* Input for this task:
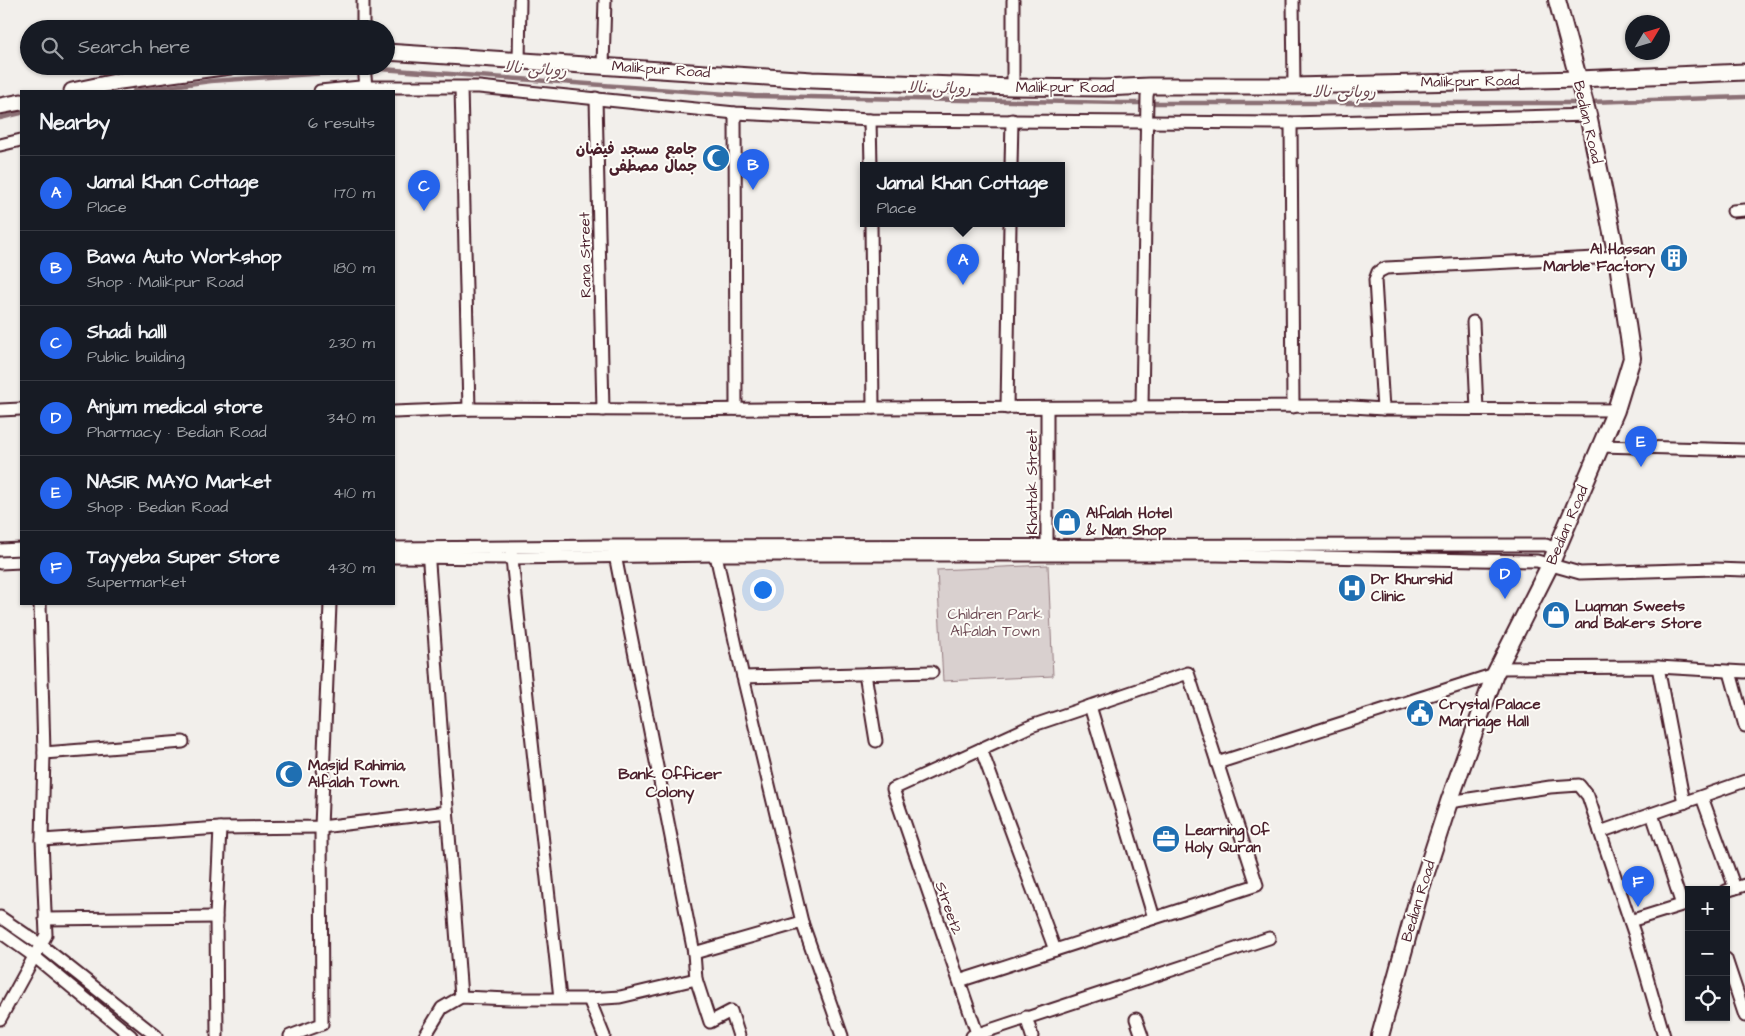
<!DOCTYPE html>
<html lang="en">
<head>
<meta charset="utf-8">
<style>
	:root { --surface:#171b24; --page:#20242c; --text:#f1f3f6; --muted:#9ea1a6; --line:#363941; --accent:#2563eb }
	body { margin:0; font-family:"Architects Daughter","Playpen Sans Arabic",sans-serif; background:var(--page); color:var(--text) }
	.controls { position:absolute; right:15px; bottom:15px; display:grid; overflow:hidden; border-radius:0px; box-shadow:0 1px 4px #0004 }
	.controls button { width:45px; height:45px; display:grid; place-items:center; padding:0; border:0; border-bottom:1px solid var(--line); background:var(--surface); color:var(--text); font:25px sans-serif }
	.compass { position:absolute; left:1625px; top:15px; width:45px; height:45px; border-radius:50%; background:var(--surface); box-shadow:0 1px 4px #0004; rotate:52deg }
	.you { position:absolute; left:762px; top:589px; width:18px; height:18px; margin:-12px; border:4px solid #fff; border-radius:50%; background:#1a73e8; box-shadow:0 0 0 8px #1a73e833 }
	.badge { display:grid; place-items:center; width:32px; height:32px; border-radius:50%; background:var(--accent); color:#fff; font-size:16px; font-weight:700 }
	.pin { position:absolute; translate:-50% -41px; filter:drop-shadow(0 1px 2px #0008) }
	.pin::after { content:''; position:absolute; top:26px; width:18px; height:15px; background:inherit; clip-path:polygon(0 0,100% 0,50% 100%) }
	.popup { position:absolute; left:860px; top:162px; width:205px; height:65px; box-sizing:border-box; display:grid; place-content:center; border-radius:0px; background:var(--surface); filter:drop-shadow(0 1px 4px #0005); font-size:16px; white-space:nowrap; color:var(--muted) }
	.popup b { font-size:19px; color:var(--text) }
	.popup::after { content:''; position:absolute; left:50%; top:100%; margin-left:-10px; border:10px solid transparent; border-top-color:var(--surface) }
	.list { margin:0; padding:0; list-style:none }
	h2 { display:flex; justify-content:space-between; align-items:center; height:65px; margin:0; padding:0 20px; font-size:21px }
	h2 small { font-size:16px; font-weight:400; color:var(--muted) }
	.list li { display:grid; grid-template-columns:32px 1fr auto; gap:15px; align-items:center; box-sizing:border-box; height:75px; padding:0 20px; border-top:1px solid var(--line) }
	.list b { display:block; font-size:19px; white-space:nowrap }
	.list p { margin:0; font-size:16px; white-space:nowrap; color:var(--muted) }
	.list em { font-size:16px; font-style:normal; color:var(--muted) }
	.icon { flex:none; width:28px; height:28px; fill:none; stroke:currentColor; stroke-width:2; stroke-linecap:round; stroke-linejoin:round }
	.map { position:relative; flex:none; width:1745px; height:1036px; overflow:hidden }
	.search { position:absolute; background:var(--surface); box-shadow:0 1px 4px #0004; left:20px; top:20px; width:375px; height:55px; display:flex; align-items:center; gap:12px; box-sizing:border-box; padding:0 18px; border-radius:28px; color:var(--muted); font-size:19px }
	.panel { position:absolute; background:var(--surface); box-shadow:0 1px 4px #0004; left:20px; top:90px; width:375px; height:515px; border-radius:0px }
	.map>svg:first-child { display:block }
</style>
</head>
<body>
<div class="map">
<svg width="1745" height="1036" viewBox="0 0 1745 1036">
	<rect width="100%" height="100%" fill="#f2efeb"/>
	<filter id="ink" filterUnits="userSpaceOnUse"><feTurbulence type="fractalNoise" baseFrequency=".02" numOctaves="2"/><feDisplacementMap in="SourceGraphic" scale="10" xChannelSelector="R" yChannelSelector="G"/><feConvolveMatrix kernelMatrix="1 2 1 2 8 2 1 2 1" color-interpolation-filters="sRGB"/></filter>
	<g filter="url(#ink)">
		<path fill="#d9d0cf" stroke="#92787d" d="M1048 565 1053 676 943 681 937 570Z"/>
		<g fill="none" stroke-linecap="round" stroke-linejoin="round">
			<g stroke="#8b6f75" stroke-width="4.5">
				<path d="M134 91 211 81 381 69 754 96 1122 103H1581"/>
				<path d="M1589 102 1745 97"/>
				<path d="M0 118 21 113"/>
			</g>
			<defs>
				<g id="minor">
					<path d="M363 0V29"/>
					<path d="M1293 0 1294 86"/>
					<path d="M519 62 520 0"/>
					<path d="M603 65 605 0"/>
					<path d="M364 66 366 87"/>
					<path d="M1013 87V0"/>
					<path d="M461 88 469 409"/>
					<path d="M320 91 360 87H479L735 113 870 120 1291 123 1588 115"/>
					<path d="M596 98 603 410"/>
					<path d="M735 113 736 409"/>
					<path d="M870 120 871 166"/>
					<path d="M1291 123 1293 407"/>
					<path d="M0 145 21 140"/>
					<path d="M1011 166 1012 120"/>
					<path d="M1733 211 1745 210"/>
					<path d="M871 224 873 408"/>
					<path d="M1473 322 1477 409"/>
					<path d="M1142 407 1147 96 1149 86"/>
					<path d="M1007 408 1010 224"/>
					<path d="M1047 408V554"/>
					<path d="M1383 409 1375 280 1378 272 1386 268 1617 257"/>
					<path d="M0 410 21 409"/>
					<path d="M394 412 469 409 654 410 873 408 1338 406 1383 409 1616 410"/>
					<path d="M1600 446 1745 450"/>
					<path d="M394 548 614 546 1546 545 1557 550"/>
					<path d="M0 550 21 549"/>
					<path d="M428 550 461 997"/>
					<path d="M511 550 560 998"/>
					<path d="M614 550 694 953 696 979 710 1022 731 1011 739 1036"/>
					<path d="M716 555 743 677 802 922 842 1036"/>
					<path d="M394 557 512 558 716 555H1217L1537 561 1580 573 1715 569 1745 570"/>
					<path d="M0 563 21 562"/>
					<path d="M1658 667 1684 803"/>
					<path d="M1498 668 1658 667 1745 672"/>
					<path d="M1730 672 1745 726"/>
					<path d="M865 674 876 741"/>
					<path d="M743 677 932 672"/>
					<path d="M1090 706 1154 918"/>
					<path d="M981 749 1055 950"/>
					<path d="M44 753 183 742"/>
					<path d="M1217 763 1495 674"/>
					<path d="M1702 797 1735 888"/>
					<path d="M1449 802 1550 787 1579 785 1588 796 1635 936 1664 1036"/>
					<path d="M1652 814 1682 905"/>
					<path d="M1600 832 1745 781"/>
					<path d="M42 840 220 828 321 827 447 812"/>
					<path d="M1726 891 1745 885"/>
					<path d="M0 917 41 945 156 1036"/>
					<path d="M45 919 216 917"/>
					<path d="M1630 921 1688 903"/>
					<path d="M0 932 35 957 131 1036"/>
					<path d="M694 953 802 922"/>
					<path d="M1726 959 1745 1016"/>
					<path d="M959 981 1257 885 1188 673 1031 726 893 789 978 1036"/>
					<path d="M589 999 604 1036"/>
					<path d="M1026 1017 1032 1036"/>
					<path d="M0 1019 46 935 42 840 44 753 40 604"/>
					<path d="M1136 1019 1142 1036"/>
					<path d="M217 1036 216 917 220 828"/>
					<path d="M290 1036 322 1024 321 827 330 604"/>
					<path d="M425 1036 442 1008 461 997 510 999H589L620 997 696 979"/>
					<path d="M972 1036 1269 938"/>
				</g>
				<g id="tertiary">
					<path d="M386 52 812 80 1013 87 1104 88 1149 86H1294L1578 79 1745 72"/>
					<path d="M72 91 120 81 230 66"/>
					<path d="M0 106 21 102"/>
				</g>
				<path id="secondary" d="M1380 1036 1420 891 1449 802 1495 674 1550 565 1616 410 1632 358 1617 257 1588 115 1557 0"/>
			</defs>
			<use href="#minor" stroke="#4a1f2b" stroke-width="15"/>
			<use href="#tertiary" stroke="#4a1f2b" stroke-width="19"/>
			<use href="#secondary" stroke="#4a1f2b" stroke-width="20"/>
			<use href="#minor" stroke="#fdfcf7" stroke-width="11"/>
			<use href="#tertiary" stroke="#fdfcf7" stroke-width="15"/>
			<use href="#secondary" stroke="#fdfcf7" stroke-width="16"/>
		</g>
	</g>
	<defs>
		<symbol id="mosque-disc" viewBox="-11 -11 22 22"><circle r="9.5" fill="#1f6fb2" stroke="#fdfcf7"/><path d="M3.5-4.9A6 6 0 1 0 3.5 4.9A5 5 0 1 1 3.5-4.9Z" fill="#fff"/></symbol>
		<symbol id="building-disc" viewBox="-11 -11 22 22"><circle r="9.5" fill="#1f6fb2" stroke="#fdfcf7"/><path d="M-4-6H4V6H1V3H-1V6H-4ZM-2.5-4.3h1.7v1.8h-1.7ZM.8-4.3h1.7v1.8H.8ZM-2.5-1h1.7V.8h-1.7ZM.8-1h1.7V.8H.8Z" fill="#fff"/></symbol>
		<symbol id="shop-disc" viewBox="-11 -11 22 22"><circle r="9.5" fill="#1f6fb2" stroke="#fdfcf7"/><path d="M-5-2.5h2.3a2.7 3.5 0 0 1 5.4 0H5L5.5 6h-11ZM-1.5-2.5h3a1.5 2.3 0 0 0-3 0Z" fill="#fff"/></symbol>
		<symbol id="hospital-disc" viewBox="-11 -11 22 22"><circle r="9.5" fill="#1f6fb2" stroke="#fdfcf7"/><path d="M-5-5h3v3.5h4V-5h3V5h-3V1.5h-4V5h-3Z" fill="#fff"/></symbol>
		<symbol id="civic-disc" viewBox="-11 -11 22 22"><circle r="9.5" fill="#1f6fb2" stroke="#fdfcf7"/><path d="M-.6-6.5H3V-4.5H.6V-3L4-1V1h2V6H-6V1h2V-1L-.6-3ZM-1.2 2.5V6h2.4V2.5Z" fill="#fff"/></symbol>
		<symbol id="office-disc" viewBox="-11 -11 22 22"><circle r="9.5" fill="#1f6fb2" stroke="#fdfcf7"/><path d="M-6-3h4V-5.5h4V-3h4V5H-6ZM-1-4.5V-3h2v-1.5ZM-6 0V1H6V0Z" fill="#fff"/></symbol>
	</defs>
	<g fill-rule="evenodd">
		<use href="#mosque-disc" x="700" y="142" width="32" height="32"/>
		<use href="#building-disc" x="1658" y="242" width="32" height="32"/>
		<use href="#shop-disc" x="1051" y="506" width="32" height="32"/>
		<use href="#hospital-disc" x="1336" y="572" width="32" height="32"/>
		<use href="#shop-disc" x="1540" y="599" width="32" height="32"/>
		<use href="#civic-disc" x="1404" y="697" width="32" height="32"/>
		<use href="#mosque-disc" x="273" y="758" width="32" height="32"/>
		<use href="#office-disc" x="1150" y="823" width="32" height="32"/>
	</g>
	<g text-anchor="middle" stroke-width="4" stroke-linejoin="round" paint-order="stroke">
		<g font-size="15" fill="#4a1f2b" stroke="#fdfcf7">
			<text transform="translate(661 69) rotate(4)" y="5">Malikpur Road</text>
			<text transform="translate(1470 81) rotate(-1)" y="5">Malikpur Road</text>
			<text x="1065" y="92">Malikpur Road</text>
			<text transform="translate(1588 122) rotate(77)" y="5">Bedian Road</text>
			<text transform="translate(585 255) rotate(-91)" y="5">Rana Street</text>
			<text transform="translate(1032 482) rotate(-90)" y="5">Khattak Street</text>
			<text transform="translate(1567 525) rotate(-67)" y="5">Bedian Road</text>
			<text transform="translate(1418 901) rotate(-73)" y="5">Bedian Road</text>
			<text transform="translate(949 908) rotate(71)" y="5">Street2</text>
		</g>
		<g font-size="15" font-weight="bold" fill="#4a1f2b" stroke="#fdfcf7" text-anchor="start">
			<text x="697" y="154" text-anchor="end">جامع مسجد فیضان<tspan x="697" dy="17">جمال مصطفی</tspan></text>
			<text x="1655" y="254" text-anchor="end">Al Hassan<tspan x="1655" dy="17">Marble Factory</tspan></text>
			<text x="1086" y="518">Alfalah Hotel<tspan x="1086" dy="17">&amp; Nan Shop</tspan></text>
			<text x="1371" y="584">Dr Khurshid<tspan x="1371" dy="17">Clinic</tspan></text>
			<text x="1575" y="611">Luqman Sweets<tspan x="1575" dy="17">and Bakers Store</tspan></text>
			<text x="1439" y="709">Crystal Palace<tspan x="1439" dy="17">Marriage Hall</tspan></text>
			<text x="308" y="770">Masjid Rahimia,<tspan x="308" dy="17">Alfalah Town.</tspan></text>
			<text x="1185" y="835">Learning Of<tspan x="1185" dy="17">Holy Quran</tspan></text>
		</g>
		<g font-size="15" fill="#6e4b54" stroke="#fdfcf7">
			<text x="995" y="619">Children Park<tspan x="995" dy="17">Alfalah Town</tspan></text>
		</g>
		<g font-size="16" font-style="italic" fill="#704e56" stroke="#fdfcf7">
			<text transform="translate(535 68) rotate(4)" y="6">روہائی نالا</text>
			<text transform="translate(939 87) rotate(1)" y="6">روہائی نالا</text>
			<text x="1344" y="97">روہائی نالا</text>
		</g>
		<g font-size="16" font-weight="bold" fill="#4a1f2b" stroke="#fdfcf7">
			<text x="670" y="779">Bank Officer<tspan x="670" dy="18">Colony</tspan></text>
		</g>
	</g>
</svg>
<div class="controls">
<button>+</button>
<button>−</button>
<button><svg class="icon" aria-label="locate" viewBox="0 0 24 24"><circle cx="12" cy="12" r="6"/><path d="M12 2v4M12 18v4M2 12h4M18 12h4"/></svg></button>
</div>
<svg class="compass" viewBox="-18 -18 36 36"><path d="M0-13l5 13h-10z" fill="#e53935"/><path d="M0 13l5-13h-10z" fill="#9ea1a6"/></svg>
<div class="you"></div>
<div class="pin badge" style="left:963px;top:285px">A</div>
<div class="popup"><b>Jamal Khan Cottage</b>Place</div>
<div class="pin badge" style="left:753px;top:190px">B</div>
<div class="pin badge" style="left:424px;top:211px">C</div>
<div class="pin badge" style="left:1505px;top:599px">D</div>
<div class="pin badge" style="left:1641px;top:467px">E</div>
<div class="pin badge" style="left:1638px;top:907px">F</div>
<div class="search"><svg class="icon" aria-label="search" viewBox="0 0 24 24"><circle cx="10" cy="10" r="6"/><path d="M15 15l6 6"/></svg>Search here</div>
<section class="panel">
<h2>Nearby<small>6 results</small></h2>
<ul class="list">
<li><span class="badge">A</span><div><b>Jamal Khan Cottage</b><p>Place</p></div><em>170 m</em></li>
<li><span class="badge">B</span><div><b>Bawa Auto Workshop</b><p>Shop · Malikpur Road</p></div><em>180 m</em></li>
<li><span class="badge">C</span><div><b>Shadi halll</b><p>Public building</p></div><em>230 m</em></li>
<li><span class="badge">D</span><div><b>Anjum medical store</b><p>Pharmacy · Bedian Road</p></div><em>340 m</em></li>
<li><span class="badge">E</span><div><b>NASIR MAYO Market</b><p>Shop · Bedian Road</p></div><em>410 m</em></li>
<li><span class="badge">F</span><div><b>Tayyeba Super Store</b><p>Supermarket</p></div><em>430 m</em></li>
</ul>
</section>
</div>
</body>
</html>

* Prompt:
From the entries above, give again exactly the lines running from the line with "position:absolute; right:15px; bottom:15px;" to the line with "flex:none; width:28px; height:28px;"; include both of those lines.

* Exercise answer:
	.controls { position:absolute; right:15px; bottom:15px; display:grid; overflow:hidden; border-radius:0px; box-shadow:0 1px 4px #0004 }
	.controls button { width:45px; height:45px; display:grid; place-items:center; padding:0; border:0; border-bottom:1px solid var(--line); background:var(--surface); color:var(--text); font:25px sans-serif }
	.compass { position:absolute; left:1625px; top:15px; width:45px; height:45px; border-radius:50%; background:var(--surface); box-shadow:0 1px 4px #0004; rotate:52deg }
	.you { position:absolute; left:762px; top:589px; width:18px; height:18px; margin:-12px; border:4px solid #fff; border-radius:50%; background:#1a73e8; box-shadow:0 0 0 8px #1a73e833 }
	.badge { display:grid; place-items:center; width:32px; height:32px; border-radius:50%; background:var(--accent); color:#fff; font-size:16px; font-weight:700 }
	.pin { position:absolute; translate:-50% -41px; filter:drop-shadow(0 1px 2px #0008) }
	.pin::after { content:''; position:absolute; top:26px; width:18px; height:15px; background:inherit; clip-path:polygon(0 0,100% 0,50% 100%) }
	.popup { position:absolute; left:860px; top:162px; width:205px; height:65px; box-sizing:border-box; display:grid; place-content:center; border-radius:0px; background:var(--surface); filter:drop-shadow(0 1px 4px #0005); font-size:16px; white-space:nowrap; color:var(--muted) }
	.popup b { font-size:19px; color:var(--text) }
	.popup::after { content:''; position:absolute; left:50%; top:100%; margin-left:-10px; border:10px solid transparent; border-top-color:var(--surface) }
	.list { margin:0; padding:0; list-style:none }
	h2 { display:flex; justify-content:space-between; align-items:center; height:65px; margin:0; padding:0 20px; font-size:21px }
	h2 small { font-size:16px; font-weight:400; color:var(--muted) }
	.list li { display:grid; grid-template-columns:32px 1fr auto; gap:15px; align-items:center; box-sizing:border-box; height:75px; padding:0 20px; border-top:1px solid var(--line) }
	.list b { display:block; font-size:19px; white-space:nowrap }
	.list p { margin:0; font-size:16px; white-space:nowrap; color:var(--muted) }
	.list em { font-size:16px; font-style:normal; color:var(--muted) }
	.icon { flex:none; width:28px; height:28px; fill:none; stroke:currentColor; stroke-width:2; stroke-linecap:round; stroke-linejoin:round }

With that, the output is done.